There are questions little children ask that never seem to receive a satisfying answer. The toughest and most urgent tend to be religious, such as “Who is God?” or “Where is God?” In the wake of recent tragic events that have so shaken our country and others, a great many grown-ups are asking the same things.
As adults we may formulate the questions in a more sophisticated way, but basically we still want to know just who God is and where he is to be found. This is especially true when we have to deal with acute suffering and loss. The spiritual tradition of the Church tells us that God himself inspires us to raise questions of this kind, since they serve as stepping stones along the pathway that leads us from knowledge about God to eternal communion with him.
On the one hand, we affirm on the basis of scriptural revelation and the Church’s tradition that God both creates and sustains everything that exists. He “brings all things from non-existence into being,” the Liturgy declares. In technical terms, God creates ex nihilo. He is the source and origin not only of existing reality, but of the primal matter out of which, “in the beginning,” everything came to be.
God not only creates all things. He also sustains the existence of all things through time. God is the unfathomably great power behind the birth of galaxies (the Eagle Nebula, for example, that spawns countless solar systems, is estimated to be a billion miles high; and it’s a minor implement in the cosmic tool box). God is also the source of energy behind the force of gravity, the vastly stronger electromagnetic force, the weak nuclear force responsible for radioactivity, and the strong nuclear force that holds together the elementary particles in the nuclei of atoms, of which all matter is constituted. He is the answer to the basic question, How do things endure through time? What preserves the physical universe from moment to moment? And ultimately he is the answer to the quest for a unified theory of physics.

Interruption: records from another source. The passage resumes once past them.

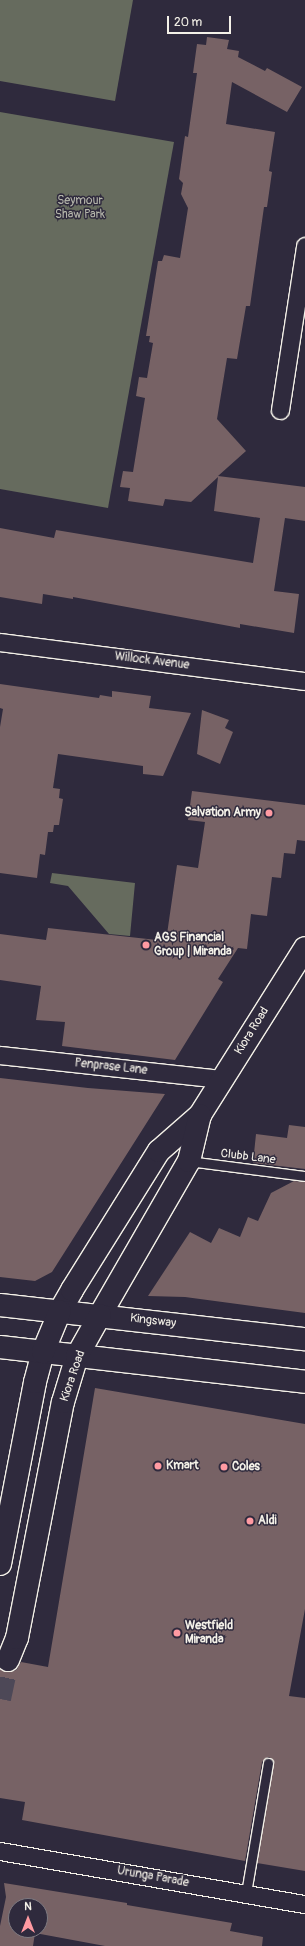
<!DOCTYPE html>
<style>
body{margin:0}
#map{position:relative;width:305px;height:1946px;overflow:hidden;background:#2f2a3d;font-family:Pangolin,sans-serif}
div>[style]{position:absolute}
.green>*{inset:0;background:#666b5e}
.building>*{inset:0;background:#776265}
.tertiary-tunnel>*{height:22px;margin-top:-11px;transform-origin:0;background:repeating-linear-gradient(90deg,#4d4857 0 22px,transparent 0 33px)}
.roads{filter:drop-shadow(1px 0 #f4f1e8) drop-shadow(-1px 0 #f4f1e8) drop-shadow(0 1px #f4f1e8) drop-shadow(0 -1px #f4f1e8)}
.service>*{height:9px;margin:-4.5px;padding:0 4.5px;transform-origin:4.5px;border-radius:4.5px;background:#2f2a3d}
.minor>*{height:17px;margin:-8.5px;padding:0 8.5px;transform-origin:8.5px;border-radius:8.5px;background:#2f2a3d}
.tertiary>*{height:22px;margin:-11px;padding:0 11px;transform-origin:11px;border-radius:11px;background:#2f2a3d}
.secondary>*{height:22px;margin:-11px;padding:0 11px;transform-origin:11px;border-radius:11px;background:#2f2a3d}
.primary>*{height:22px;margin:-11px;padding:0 11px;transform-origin:11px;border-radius:11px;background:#2f2a3d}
.dots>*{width:11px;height:11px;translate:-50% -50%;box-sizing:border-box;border:2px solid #2f2a3d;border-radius:50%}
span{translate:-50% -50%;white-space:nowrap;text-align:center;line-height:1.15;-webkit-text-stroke:3px #2f2a3d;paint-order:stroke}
.park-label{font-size:12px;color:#b4b5aa}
.street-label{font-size:12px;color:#f4f1e8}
.poi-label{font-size:12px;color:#f4f1e8;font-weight:700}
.right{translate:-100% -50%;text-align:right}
.left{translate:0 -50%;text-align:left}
.north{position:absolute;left:8px;top:1898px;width:40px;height:40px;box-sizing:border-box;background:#2f2a3d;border:1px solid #7e7a81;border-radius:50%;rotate:0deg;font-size:11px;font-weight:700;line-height:16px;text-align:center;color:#f4f1e8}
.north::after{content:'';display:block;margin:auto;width:14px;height:18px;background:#ff9aa2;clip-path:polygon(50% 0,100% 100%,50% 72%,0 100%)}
.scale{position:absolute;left:167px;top:16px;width:64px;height:18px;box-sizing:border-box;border:2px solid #f4f1e8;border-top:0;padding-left:5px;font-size:12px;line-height:14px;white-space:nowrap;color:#f4f1e8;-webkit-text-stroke:3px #2f2a3d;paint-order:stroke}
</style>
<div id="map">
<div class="green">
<i style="clip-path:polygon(0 0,133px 0,115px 101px,0 81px)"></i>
<i style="clip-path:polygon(0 112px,174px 142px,108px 508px,0 489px)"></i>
<i style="clip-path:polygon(52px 873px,135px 883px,130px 936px,109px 934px,68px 886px,50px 883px)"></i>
</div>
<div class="building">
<i style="clip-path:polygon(207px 37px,229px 40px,227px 49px,239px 51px,238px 57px,265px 71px,267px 68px,302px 87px,287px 112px,232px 82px,226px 124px,275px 132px,269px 171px,272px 172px,267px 207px,264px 207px,250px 306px,246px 306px,237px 359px,227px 358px,217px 419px,246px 451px,218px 476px,305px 487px,305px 521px,285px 518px,274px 591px,299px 594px,294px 633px,240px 624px,240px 628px,73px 597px,73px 599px,43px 594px,42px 604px,0 597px,0 528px,54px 538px,56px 530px,253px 563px,260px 518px,214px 511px,218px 477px,191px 502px,165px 499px,163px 506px,128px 501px,130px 488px,120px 487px,123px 471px,133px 472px,145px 398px,136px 396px,139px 377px,147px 378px,153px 343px,149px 342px,150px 336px,146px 336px,158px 261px,162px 261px,164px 255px,180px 258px,188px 208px,181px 194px,183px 183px,179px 179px,185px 136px,188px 137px,197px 73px,193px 73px,197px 44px,206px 45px)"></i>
<i style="clip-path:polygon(0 684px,99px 698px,100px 695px,112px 697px,112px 691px,151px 696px,149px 708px,191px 713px,163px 776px,143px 774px,143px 766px,58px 754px,53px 788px,60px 789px,59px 798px,63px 799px,59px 825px,54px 825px,53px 832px,48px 832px,45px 855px,40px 854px,37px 878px,0 873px,0 727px,3px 709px,0 708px)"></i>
<i style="clip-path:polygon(202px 710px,229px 720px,225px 728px,233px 732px,220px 764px,197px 754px)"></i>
<i style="clip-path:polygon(192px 791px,305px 805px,305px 841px,297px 840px,295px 854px,284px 853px,281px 878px,272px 877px,267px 916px,251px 914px,247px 949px,238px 948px,218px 979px,223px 982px,175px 1060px,62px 1046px,65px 1022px,36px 1020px,41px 986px,0 980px,0 934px,46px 940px,48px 928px,166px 941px,177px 865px,198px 868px,205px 822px,188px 820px)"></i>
<i style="clip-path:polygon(0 1078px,88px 1088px,165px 1094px,52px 1272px,35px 1281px,0 1277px)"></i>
<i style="clip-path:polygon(289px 1125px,305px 1127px,305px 1169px,253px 1163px,256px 1134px,287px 1138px)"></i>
<i style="clip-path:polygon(294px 1181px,305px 1182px,305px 1313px,185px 1297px,148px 1296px,190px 1232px,211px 1243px,219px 1228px,240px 1237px,248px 1217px,258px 1221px,271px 1193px)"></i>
<i style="clip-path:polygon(95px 1388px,305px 1424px,305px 1609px,289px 1696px,305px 1698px,305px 1871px,257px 1863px,274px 1764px,273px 1761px,269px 1757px,266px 1758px,262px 1762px,245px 1861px,22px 1820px,25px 1802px,0 1798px,0 1669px,10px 1672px,16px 1670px,21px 1662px,48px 1667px)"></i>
<i style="clip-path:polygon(evenodd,4px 1883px,127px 1903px,127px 1905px,232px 1923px,230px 1931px,263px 1937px,262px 1946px,105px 1946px,35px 1933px,33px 1946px,0 1946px,0 1926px,6px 1897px,4px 1883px,16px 1906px,40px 1906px,40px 1930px,16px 1930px,16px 1906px)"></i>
</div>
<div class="tertiary-tunnel">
<i style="left:0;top:1699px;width:40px;rotate:-78deg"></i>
</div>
<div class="roads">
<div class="service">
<i style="left:189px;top:1161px;width:117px;rotate:7.4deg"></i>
<i style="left:246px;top:1893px;width:132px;rotate:-80.4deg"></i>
</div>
<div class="minor">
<i style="left:280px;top:410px;width:166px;rotate:-81.3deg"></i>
<i style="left:0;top:642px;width:307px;rotate:7.3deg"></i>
<i style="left:0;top:1055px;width:223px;rotate:6.2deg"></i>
<i style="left:0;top:1851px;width:310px;rotate:9.9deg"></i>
</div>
<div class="tertiary">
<i style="left:0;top:1564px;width:185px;rotate:-79.1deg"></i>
<i style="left:35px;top:1382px;width:31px;rotate:-75deg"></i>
<i style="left:8px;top:1660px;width:24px;rotate:-68deg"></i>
<i style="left:17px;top:1638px;width:240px;rotate:-79deg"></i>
<i style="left:63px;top:1402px;width:48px;rotate:-73.1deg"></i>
</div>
<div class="secondary">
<i style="left:60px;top:1311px;width:24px;rotate:-60deg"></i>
<i style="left:72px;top:1290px;width:164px;rotate:-58deg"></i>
<i style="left:159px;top:1151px;width:55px;rotate:-41.3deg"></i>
<i style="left:200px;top:1115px;width:197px;rotate:-57.8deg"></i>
<i style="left:100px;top:1315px;width:178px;rotate:-60deg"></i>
<i style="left:189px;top:1161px;width:47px;rotate:-76.6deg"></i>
</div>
<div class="primary">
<i style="left:0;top:1305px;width:307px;rotate:6.4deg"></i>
<i style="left:0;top:1347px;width:307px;rotate:6.5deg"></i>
<i style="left:43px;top:1352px;width:44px;rotate:-67.5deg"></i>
<i style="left:77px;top:1356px;width:47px;rotate:-60.7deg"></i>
</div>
</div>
<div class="dots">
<i style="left:269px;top:813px;background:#ff9aa2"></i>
<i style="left:146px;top:945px;background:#ff9aa2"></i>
<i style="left:158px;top:1466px;background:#ff9aa2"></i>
<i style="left:224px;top:1467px;background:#ff9aa2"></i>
<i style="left:250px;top:1521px;background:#ff9aa2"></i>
<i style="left:177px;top:1633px;background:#ff9aa2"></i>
</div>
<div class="park-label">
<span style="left:80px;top:208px">Seymour<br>Shaw Park</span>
</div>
<div class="street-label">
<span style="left:152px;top:661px;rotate:7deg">Willock Avenue</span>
<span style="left:252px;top:1031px;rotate:-58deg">Kiora Road</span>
<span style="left:111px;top:1067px;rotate:6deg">Penprase Lane</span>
<span style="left:248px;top:1157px;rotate:7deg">Clubb Lane</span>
<span style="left:153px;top:1321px;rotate:7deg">Kingsway</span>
<span style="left:73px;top:1376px;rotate:-71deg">Kiora Road</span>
<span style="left:153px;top:1877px;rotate:10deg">Urunga Parade</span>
</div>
<div class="poi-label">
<span class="right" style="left:261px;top:813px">Salvation Army</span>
<span class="left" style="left:154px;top:945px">AGS Financial<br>Group | Miranda</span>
<span class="left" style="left:166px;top:1466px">Kmart</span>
<span class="left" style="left:232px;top:1467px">Coles</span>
<span class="left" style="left:258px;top:1521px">Aldi</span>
<span class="left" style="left:185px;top:1633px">Westfield<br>Miranda</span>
</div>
<div class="north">N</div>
<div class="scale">20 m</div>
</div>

God is the answer to other questions as well. He is the power behind the various life-forms whose being is radically different from inanimate matter. A slug may not be much to look at when it’s compared to a rose; but it’s still a marvel when it’s compared to a stone. That difference is due to God’s power, but also to his design. And the ultimate expression of that design is ourselves, humankind created in God’s own image and called to grow toward his likeness.
With regard to God’s creative, sustaining power, there seems to be no significant conflict between Genesis 1 and the findings of quantum mechanics or astrophysics. To eyes of faith, an electron microscope or the Hubble telescope simply confirms what biblical authors intuited nearly three thousand years ago, namely that God is the creating, sustaining power in and behind everything that exists. Or put another way, the unique and unified power that brings all things into being and preserves their existence through time is what we term “God.” If we were to stop there, not even the most skeptical scientists could reasonably maintain that “God” does not exist. At least not those scientists who argue for some form of intelligent design.
But of course we can not and do not stop there. The real mystery and wonder of it all is that this same ineffable power that creates and sustains everything from the macro cosmos to the micro cosmos, is also, by its very nature, “personal.” In the words of the Church’s theology, God is a Trinity of Persons—Father, Son and Spirit—united in an eternal communion of love. And this one God, experience tells us, is closer to us than our own heart.
Who is God, and where is God? Christian faith answers that God is both the creator and sustainer of all things, and the one who gives all things meaning and purpose. He governs the universe, from the birth of stars to the movement of atoms. He shapes historical events and personal destinies. Nothing is beyond his purview and nothing is devoid of his loving care. He is “everywhere present and filling all things,” investing all of creation with value, purpose and direction. He is Lord over the cosmos and Lord over our lives, infinitely powerful and infinitely loving.
This God of limitless power and boundless love is and remains Emmanuel, “God with us.” And this is why, despite September 11 and despite our own personal tragedies, the world is a still a good place to be.